For each entry, output its words exactly and leave any picture behind.

### [Data shown]
========
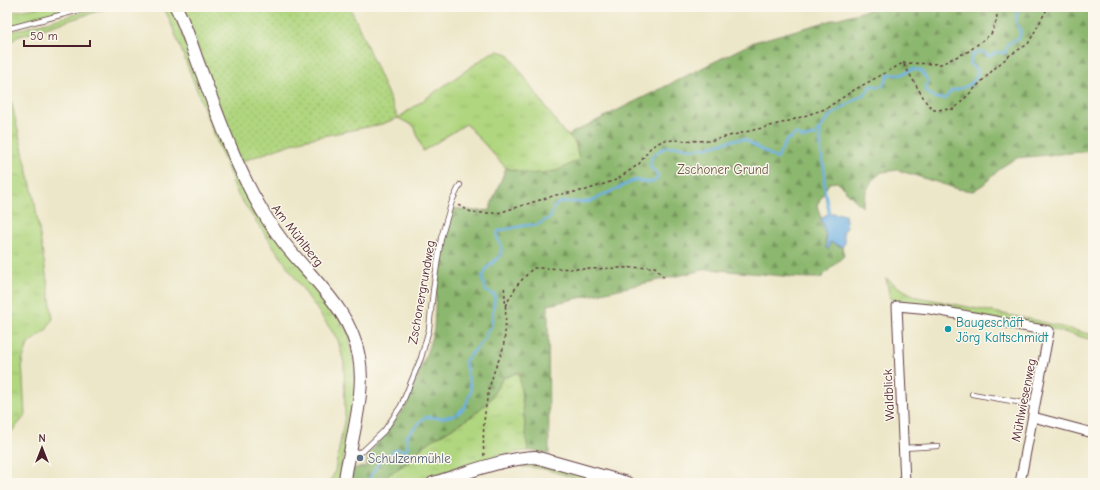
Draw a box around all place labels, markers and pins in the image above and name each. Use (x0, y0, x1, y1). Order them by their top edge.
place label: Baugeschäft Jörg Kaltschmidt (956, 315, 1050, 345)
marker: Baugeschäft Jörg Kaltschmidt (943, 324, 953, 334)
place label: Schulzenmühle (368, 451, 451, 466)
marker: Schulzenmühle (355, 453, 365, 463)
========
### [Expected answer]
Draw a box around all place labels, markers and pins in the image above and name each. Use (x0, y0, x1, y1). Order them by their top edge.
place label: Baugeschäft Jörg Kaltschmidt (956, 315, 1050, 345)
marker: Baugeschäft Jörg Kaltschmidt (943, 324, 953, 334)
place label: Schulzenmühle (368, 451, 451, 466)
marker: Schulzenmühle (355, 453, 365, 463)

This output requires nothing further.